Begründung: Aus der Bezeichnung des Tagesordnungspunktes für die Sitzung am 20. März sei weder hervorgegangen, dass eine bereits vorhandene Straße umbenannt werden solle, noch welche Straße dies sei. Dies sei ein Verstoß gegen den Grundsatz der Öffentlichkeit. So wurde der Beschluss erneut angesetzt, diesmal mit genaueren Angaben.

Dabei zeigte sich, dass nicht alle Bürger die Idee billigen. Einer meinte in der Fragestunde, dass man alte Straßennamen nicht ändern sollte, und wollte wissen, warum die Anlieger erst im Nachhinein davon erfahren hätten. Bürgermeister Bernd Dannemann antwortete: „Es gab einen Antrag, den die Mehrheit der Stadtverordneten beschlossen hat.“

Kritik, aber nur eine Gegenstimme

Das stellte den Bürger nicht zufrieden. Vor der erneuten Abstimmung bekundete der Stadtverordnete André Michaelis, dass für ihn Kritik an der Namensänderung neu sei und sich in den vergangenen drei Monaten niemand bei ihm gemeldet habe. Anders der Stadtverordnete Wolfgang Thätner, der sehr wohl von kritischen Stimme wusste und anmerkte, dass es den Namen Jungfernsteg bereits seit 1850 gebe.

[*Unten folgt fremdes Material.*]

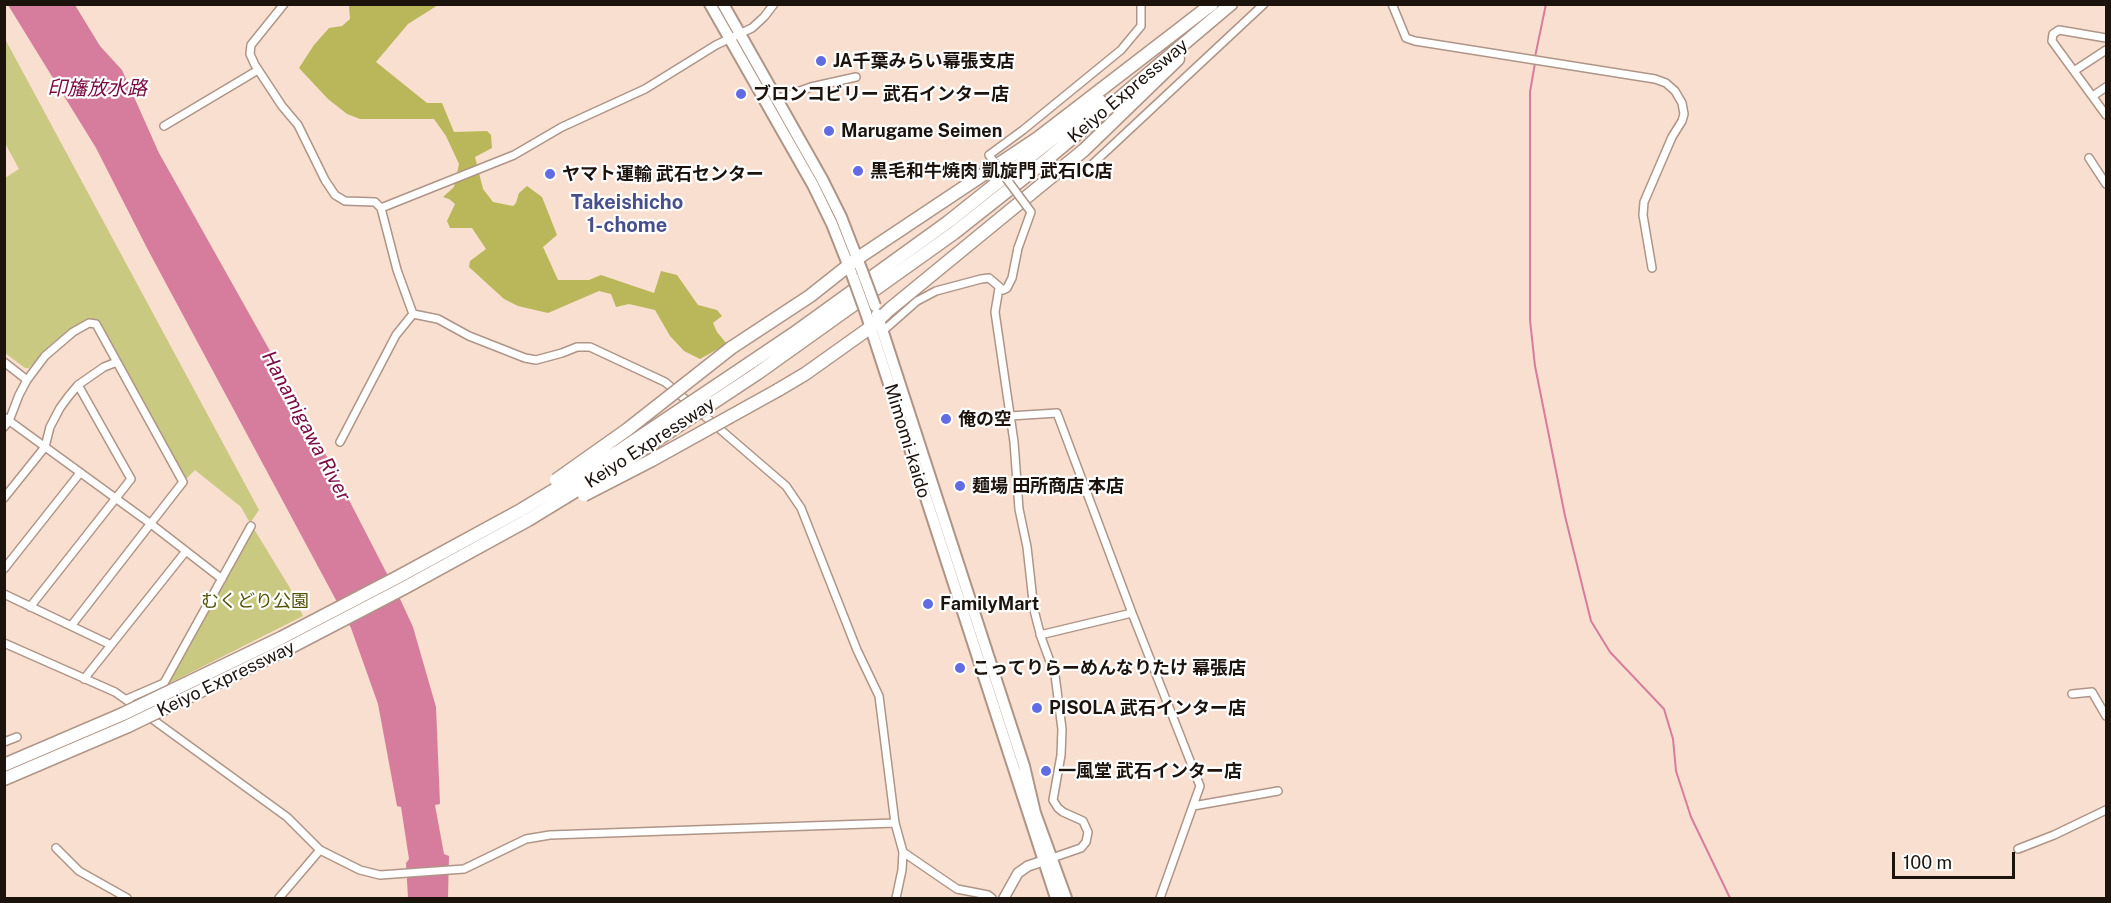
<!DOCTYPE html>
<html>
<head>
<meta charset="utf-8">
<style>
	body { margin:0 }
	#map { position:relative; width:2111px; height:903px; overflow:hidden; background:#f9dfcf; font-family:"Public Sans",sans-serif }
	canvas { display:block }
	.frame { position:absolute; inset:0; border:6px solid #1c130d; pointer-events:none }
	.scale { position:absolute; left:1892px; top:852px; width:123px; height:27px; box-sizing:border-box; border:3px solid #1c130d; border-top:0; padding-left:8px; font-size:18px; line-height:21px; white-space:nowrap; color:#1c130d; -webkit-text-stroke:4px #fff; paint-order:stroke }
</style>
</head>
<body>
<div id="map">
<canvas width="2111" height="903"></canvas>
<div class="frame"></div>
<div class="scale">100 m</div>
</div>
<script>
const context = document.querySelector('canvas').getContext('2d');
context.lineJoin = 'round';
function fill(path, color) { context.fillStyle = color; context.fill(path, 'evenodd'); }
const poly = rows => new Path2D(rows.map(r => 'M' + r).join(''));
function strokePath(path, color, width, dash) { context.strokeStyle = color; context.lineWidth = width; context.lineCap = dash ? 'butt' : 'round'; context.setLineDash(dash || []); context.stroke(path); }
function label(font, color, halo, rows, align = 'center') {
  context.font = font + ' "Public Sans","Noto Sans JP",sans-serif'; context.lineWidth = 4.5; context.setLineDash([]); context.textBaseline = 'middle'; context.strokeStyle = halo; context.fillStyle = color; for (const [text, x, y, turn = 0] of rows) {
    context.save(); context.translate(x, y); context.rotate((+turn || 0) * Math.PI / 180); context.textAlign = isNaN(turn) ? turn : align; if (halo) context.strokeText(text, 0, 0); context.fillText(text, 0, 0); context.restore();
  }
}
fill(poly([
	[4,37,259,510,250,523,241,507,195,470,186,479,99,323,91,319,66,332,29,368,25,368,5,353,5,178,19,169,5,143],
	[254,529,290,588,303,616,166,685]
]), '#cac981');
fill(poly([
	[350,5,438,5,408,24,376,62,427,103,442,103,454,132,487,131,491,135,492,148,475,157,483,189,493,202,513,206,516,203,519,193,527,186,542,197,557,235,543,247,558,280,589,280,601,275,654,293,661,271,677,275,698,305,717,310,722,316,713,323,717,332,727,344,700,359,684,351,670,336,655,310,629,304,616,307,611,294,599,291,548,313,518,306,504,299,469,267,470,261,486,249,472,228,450,228,447,221,455,204,449,199,443,197,454,187,459,164,446,136,434,119,360,119,347,114,328,99,299,68,314,45,329,28,342,26,350,19,349,7]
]), '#b9b759');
fill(poly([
	[8,5,75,5,100,46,122,70,159,153,297,399,401,601,413,627,436,707,440,804,435,805,444,854,449,856,448,898,408,898,406,863,409,859,401,807,397,806,378,704,351,628,148,250,96,148]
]), '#d67d9d');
strokePath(poly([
	[1535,57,1546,4],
	[1535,63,1530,92,1530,320,1535,366,1565,516,1591,621,1610,652,1664,709,1673,739,1676,771,1691,817,1730,898]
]), '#d67d9d', 2);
const street = poly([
	[284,4,251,45,250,54,255,65,282,106,298,125,325,180,335,195,345,201,375,202,381,208,397,270,413,314,438,319,469,336,525,358,536,360,562,353,577,347,590,347,665,382,786,486,801,508,857,650,879,696,895,823,903,852,902,870,896,898],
	[1392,4,1406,38,1415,41,1655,79,1666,83,1675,91,1682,103,1684,114,1682,121,1672,137,1644,202,1643,215,1652,268],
	[2106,38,2059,30,2053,34,2052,41,2106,115],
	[2074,71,2106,50],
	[2093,96,2106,87],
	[777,99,811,87,856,77],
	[164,126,258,70],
	[2089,158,2106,184],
	[994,162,989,155,1023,130,1121,50,1141,26,1141,4],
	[1084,172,1264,4],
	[381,208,514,155,562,127,645,89,716,45,752,28,764,17,774,4],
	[999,288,995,312,1014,442,1019,509,1027,547,1034,610,1041,637,1055,675,1062,729,1061,755,1053,800,1058,808,1063,812,1083,821,1088,832,1086,842,1081,848,1052,858],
	[883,331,917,301,936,291,981,279,989,278,1003,290,1007,288,1012,278,1018,248],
	[4,362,27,380],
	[1010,416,1057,413,1132,613,1200,786,1160,898],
	[4,417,151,524,222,579],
	[4,427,9,421,19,395,27,380,45,356,73,332,89,323,96,324,183,482,71,626],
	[340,442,396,335,413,314],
	[4,498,45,447,50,427,60,408,68,397,78,385,104,367,117,362],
	[4,569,80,473],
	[4,594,111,645],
	[30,607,131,479,78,385],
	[1040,635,1132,613],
	[4,643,115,692,139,709],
	[84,679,186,551],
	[2072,694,2092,692,2106,716],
	[127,699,164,683,251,526],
	[148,716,287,817,320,850,360,870,380,875,464,869,526,839,550,835,895,823],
	[4,742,17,737],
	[1193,806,1278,791],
	[56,848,79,871,127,898],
	[2018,849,2054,835,2106,810],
	[903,852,957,889,988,895,992,898],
	[279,898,320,850]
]);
const secondary = poly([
	[1004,898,1018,873,1028,866,1049,859]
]);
const primary = poly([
	[710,4,813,185,832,224,853,277],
	[723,4,822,179,841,217,862,271],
	[866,313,1056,898],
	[877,314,1024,766,1035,813,1066,898]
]);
const highway = poly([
	[731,348,810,296,858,258,1038,138,1212,4],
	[750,363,793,334,948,222,1100,101],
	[758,373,954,233,1045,161,1231,4],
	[778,390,805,374,871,327,890,309,1084,150,1178,59],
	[4,765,123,714],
	[4,779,128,726]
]);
strokePath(street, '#ae9587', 10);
strokePath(secondary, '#ae9587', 12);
strokePath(primary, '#ae9587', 14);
strokePath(highway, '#ae9587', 15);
strokePath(street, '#fff', 7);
strokePath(secondary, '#fff', 9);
strokePath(primary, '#fff', 10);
strokePath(highway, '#fff', 12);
const streetBridge = poly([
	[994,162,1031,212,1018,248]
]);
const primaryBridge = poly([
	[862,271,875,306],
	[853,277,866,313]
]);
const highwayBridge = poly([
	[556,480,628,429,731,348],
	[584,495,652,460,778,390],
	[123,714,281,638,398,577,521,510,619,451,750,363],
	[128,726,287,649,404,588,528,520,628,459,758,373]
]);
strokePath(streetBridge, '#ae9587', 10, []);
strokePath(primaryBridge, '#ae9587', 14, []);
strokePath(highwayBridge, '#ae9587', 15, []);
strokePath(streetBridge, '#fff', 7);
strokePath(primaryBridge, '#fff', 10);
strokePath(highwayBridge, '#fff', 12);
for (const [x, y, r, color] of [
	[821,61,6,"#616ce4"],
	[741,94,6,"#616ce4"],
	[829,131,6,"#616ce4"],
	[858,171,6,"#616ce4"],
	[550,174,6,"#616ce4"],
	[946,419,6,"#616ce4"],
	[960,486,6,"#616ce4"],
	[928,604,6,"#616ce4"],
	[960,668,6,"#616ce4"],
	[1037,708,6,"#616ce4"],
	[1046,771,6,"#616ce4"]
]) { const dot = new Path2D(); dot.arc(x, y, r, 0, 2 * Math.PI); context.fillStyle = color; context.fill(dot); strokePath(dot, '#fff', 2); }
label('bold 18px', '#1c130d', '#fff', [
	["JA千葉みらい幕張支店",833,61],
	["ブロンコビリー 武石インター店",753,94],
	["Marugame Seimen",841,131],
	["黒毛和牛焼肉 凱旋門 武石IC店",870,171],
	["ヤマト運輸 武石センター",562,174],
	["俺の空",958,419],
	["麺場 田所商店 本店",972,486],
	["FamilyMart",940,604],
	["こってりらーめんなりたけ 幕張店",972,668],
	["PISOLA 武石インター店",1049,708],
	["一風堂 武石インター店",1058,771]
], 'left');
label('18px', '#1c130d', '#fff', [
	["Keiyo Expressway",1128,91,-40],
	["Mimomi-kaido",907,441,73],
	["Keiyo Expressway",650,443,-33],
	["Keiyo Expressway",226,679,-26]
]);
label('18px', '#55530a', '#fff', [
	["むくどり公園",255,601]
]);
label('italic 20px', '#7a0b42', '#fff', [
	["印旛放水路",97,89],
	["Hanamigawa River",306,426,62]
]);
label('bold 20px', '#47508d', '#fff', [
	["Takeishicho",627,203],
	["1-chome",627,226]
]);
</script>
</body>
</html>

Ursprünglich sollte die Straße „Zur Burghofwiese umbenannt werden, was Thätner gut gefunden hätte. Davon war man aber bei der Versammlung im März abgekommen, weil Anlieger wie der Edeka Bockelmann und die Amtsverwaltung Bedenken geäußert hatten. So kam der Jungfernsteg ins Spiel. Thätner blieb aber der einzige, der gegen den Beschluss stimmte. Es gab elf Ja-Stimmen und eine Enthaltung.